For the word "linecap", state how many lines of the records include it, with no other text.

Data for the task:
────

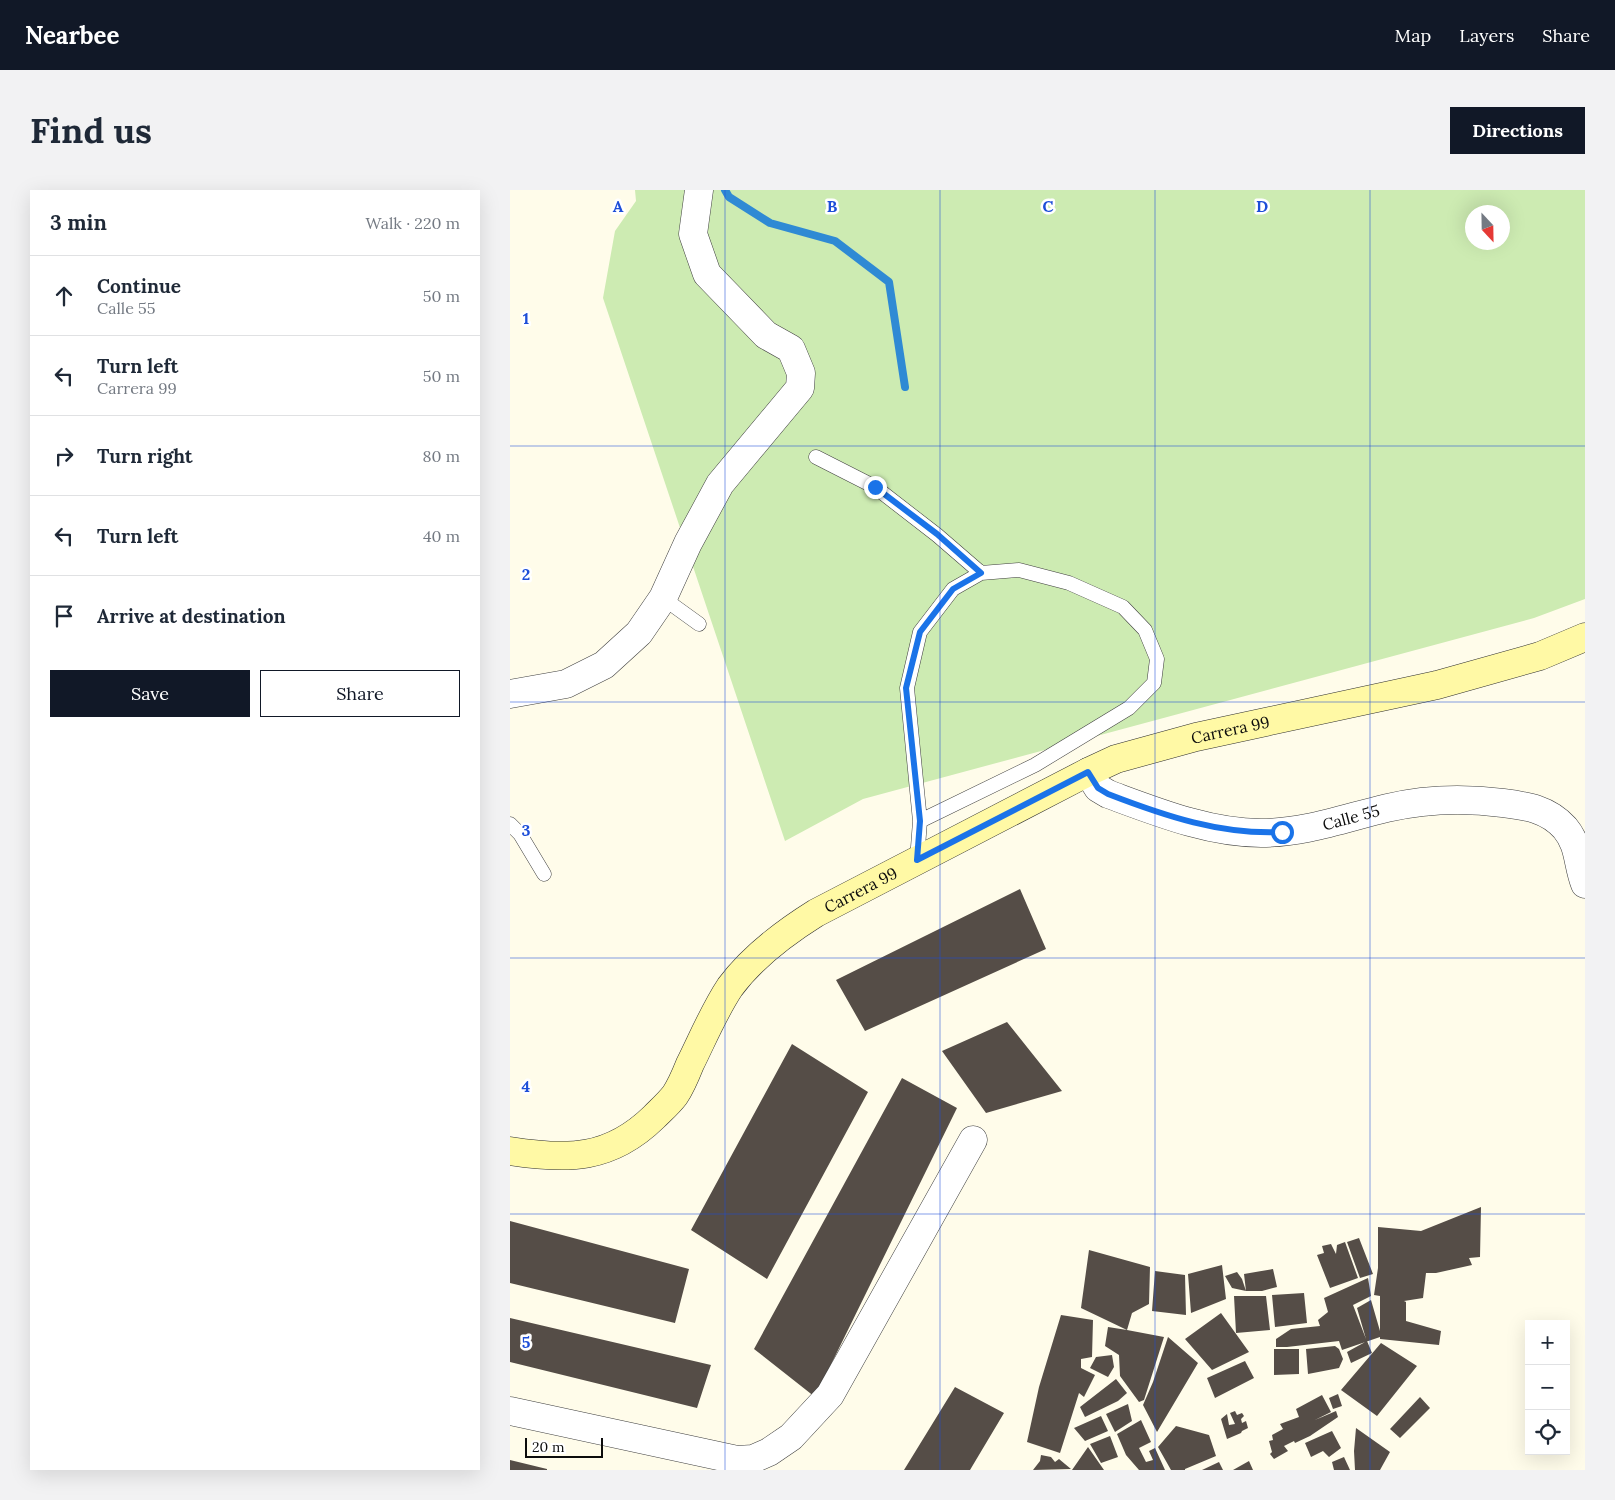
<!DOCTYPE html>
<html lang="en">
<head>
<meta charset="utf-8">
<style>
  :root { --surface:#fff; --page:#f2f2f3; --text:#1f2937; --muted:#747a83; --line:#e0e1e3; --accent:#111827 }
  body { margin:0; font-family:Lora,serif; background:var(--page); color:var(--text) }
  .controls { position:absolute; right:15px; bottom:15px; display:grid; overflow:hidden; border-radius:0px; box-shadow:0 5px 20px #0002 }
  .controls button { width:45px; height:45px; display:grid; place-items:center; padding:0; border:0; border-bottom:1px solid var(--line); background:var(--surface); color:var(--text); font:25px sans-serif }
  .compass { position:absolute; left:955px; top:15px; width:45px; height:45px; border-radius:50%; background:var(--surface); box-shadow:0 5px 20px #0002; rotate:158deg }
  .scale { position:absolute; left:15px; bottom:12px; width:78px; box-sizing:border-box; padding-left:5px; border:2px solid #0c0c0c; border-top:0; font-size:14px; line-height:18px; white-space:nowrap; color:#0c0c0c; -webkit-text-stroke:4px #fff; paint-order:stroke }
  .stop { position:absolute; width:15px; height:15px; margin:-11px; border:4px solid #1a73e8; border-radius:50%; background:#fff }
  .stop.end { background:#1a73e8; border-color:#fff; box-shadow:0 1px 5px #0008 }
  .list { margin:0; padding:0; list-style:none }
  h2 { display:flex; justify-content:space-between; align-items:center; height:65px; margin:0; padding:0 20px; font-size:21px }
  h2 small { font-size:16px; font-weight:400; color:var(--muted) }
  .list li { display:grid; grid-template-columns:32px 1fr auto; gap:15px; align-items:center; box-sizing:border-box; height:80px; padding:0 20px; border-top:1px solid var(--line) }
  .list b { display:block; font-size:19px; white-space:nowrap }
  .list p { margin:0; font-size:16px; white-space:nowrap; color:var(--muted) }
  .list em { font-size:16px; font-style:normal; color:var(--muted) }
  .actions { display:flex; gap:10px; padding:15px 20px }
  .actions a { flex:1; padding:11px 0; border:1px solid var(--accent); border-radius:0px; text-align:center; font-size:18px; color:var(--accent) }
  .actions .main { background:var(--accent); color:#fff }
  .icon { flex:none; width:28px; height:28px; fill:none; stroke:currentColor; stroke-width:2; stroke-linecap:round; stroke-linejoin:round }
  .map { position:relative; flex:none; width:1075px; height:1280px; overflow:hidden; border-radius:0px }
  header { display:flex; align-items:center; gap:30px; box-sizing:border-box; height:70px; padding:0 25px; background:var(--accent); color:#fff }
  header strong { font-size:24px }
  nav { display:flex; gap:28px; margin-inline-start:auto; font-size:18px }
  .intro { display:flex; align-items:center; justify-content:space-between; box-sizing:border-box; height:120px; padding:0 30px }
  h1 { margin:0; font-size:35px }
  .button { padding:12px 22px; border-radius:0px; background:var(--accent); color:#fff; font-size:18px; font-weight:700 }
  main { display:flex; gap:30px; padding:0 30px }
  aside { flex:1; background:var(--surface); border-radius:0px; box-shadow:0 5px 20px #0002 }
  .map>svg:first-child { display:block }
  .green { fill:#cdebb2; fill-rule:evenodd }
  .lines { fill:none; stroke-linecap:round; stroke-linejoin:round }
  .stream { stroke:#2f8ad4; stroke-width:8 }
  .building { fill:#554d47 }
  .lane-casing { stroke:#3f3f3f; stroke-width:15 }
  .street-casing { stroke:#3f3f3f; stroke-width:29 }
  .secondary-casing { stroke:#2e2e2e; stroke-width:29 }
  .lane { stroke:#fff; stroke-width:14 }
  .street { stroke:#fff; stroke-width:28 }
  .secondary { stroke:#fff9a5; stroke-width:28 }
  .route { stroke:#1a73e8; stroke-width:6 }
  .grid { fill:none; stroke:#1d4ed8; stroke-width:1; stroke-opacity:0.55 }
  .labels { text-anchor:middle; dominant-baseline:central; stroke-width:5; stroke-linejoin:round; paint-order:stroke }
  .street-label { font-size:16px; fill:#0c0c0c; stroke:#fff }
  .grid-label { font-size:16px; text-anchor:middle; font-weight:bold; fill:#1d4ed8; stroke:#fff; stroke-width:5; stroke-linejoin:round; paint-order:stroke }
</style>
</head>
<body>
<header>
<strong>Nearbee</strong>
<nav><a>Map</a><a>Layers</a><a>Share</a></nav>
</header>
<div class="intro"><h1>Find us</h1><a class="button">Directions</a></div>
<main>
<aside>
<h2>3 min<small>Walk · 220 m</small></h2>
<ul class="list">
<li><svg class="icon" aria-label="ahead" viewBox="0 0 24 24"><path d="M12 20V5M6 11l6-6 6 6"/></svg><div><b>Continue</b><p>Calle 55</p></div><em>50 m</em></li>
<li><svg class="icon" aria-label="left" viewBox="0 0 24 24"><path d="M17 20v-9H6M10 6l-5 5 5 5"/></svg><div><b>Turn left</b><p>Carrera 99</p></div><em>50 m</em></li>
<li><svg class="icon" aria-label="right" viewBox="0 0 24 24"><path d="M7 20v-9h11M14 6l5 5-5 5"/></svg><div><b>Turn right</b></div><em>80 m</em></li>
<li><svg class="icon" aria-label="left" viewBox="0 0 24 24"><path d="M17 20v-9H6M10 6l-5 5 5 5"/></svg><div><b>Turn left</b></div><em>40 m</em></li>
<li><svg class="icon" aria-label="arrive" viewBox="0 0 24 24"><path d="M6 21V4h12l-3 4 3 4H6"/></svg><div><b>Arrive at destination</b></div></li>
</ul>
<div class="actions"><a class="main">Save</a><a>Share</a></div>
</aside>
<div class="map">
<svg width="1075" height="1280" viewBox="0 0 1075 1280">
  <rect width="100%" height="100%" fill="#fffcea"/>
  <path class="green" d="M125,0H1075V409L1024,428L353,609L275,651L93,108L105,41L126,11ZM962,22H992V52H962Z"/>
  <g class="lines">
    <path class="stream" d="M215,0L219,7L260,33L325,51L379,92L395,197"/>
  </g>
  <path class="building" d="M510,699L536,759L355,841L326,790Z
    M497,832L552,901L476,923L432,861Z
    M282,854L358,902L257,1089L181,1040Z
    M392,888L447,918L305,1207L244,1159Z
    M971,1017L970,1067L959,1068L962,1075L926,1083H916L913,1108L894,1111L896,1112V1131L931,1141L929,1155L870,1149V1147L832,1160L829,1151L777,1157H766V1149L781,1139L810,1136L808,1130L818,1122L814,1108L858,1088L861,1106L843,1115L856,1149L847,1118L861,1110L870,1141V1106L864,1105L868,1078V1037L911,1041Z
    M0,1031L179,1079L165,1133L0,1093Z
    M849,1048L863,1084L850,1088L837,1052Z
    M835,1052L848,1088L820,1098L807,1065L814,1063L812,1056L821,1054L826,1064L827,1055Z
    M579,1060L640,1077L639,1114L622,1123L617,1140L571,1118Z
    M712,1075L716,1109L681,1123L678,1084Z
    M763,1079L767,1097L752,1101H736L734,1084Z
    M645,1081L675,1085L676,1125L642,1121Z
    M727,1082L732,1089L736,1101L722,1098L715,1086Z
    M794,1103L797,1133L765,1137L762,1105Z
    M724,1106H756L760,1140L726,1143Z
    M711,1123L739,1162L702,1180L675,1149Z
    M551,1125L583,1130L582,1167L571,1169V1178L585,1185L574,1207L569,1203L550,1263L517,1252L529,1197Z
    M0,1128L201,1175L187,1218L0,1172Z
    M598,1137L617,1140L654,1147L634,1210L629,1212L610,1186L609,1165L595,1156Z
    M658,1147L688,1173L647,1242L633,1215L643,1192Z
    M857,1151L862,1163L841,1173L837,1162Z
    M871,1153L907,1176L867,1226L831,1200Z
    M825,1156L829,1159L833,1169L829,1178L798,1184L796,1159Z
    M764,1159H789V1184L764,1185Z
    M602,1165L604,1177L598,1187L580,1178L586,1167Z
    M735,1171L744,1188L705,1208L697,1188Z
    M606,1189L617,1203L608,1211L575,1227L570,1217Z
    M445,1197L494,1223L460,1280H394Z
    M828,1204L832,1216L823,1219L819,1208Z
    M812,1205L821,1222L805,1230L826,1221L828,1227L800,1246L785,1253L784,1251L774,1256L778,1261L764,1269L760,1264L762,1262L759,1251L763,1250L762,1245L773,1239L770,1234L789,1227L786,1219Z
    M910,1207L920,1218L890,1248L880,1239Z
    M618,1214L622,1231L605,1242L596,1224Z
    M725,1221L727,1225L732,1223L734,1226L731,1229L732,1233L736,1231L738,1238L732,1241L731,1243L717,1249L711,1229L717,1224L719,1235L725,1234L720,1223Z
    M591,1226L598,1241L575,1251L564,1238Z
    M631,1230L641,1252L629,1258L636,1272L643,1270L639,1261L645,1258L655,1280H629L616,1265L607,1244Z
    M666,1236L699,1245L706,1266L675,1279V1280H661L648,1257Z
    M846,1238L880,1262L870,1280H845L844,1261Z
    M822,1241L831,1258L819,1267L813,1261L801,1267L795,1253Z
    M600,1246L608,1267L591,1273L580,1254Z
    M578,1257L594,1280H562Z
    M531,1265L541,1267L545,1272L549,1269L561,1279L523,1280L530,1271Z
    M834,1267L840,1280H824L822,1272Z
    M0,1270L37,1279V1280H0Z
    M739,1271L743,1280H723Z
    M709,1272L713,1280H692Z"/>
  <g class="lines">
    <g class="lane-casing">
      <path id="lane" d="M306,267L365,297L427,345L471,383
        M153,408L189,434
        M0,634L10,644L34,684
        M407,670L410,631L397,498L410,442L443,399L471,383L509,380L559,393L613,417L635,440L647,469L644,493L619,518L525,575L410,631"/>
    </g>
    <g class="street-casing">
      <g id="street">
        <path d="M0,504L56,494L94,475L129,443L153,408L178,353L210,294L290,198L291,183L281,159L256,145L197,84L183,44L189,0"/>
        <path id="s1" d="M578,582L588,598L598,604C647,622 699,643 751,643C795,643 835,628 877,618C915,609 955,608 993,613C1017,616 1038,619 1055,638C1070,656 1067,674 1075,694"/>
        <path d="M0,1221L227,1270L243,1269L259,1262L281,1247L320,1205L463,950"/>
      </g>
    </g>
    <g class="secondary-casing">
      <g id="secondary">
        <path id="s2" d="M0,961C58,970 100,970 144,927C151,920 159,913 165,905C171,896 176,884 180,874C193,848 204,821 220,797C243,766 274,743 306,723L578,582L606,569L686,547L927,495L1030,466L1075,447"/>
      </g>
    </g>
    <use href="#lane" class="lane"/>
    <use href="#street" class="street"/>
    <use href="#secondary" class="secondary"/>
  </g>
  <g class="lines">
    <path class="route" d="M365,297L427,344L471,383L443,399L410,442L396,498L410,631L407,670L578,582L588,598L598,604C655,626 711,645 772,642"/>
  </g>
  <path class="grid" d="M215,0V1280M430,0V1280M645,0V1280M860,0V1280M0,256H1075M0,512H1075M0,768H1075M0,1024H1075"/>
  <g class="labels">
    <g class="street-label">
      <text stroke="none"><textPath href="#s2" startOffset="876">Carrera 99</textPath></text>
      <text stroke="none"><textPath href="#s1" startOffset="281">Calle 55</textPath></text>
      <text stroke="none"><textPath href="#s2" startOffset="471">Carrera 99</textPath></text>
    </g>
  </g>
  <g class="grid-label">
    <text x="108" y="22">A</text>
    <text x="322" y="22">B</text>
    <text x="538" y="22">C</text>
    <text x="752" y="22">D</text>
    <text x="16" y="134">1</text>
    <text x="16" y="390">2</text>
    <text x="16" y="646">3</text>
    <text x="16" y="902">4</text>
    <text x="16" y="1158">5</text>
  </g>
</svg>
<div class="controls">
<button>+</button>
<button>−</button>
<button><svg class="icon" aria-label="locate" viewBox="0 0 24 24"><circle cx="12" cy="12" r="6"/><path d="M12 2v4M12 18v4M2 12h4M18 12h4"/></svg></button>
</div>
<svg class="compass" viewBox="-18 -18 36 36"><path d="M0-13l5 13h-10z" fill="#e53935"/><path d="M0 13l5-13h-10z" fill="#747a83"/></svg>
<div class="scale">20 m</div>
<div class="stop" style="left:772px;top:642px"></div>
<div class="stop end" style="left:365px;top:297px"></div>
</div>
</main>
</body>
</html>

────

Task answer: 2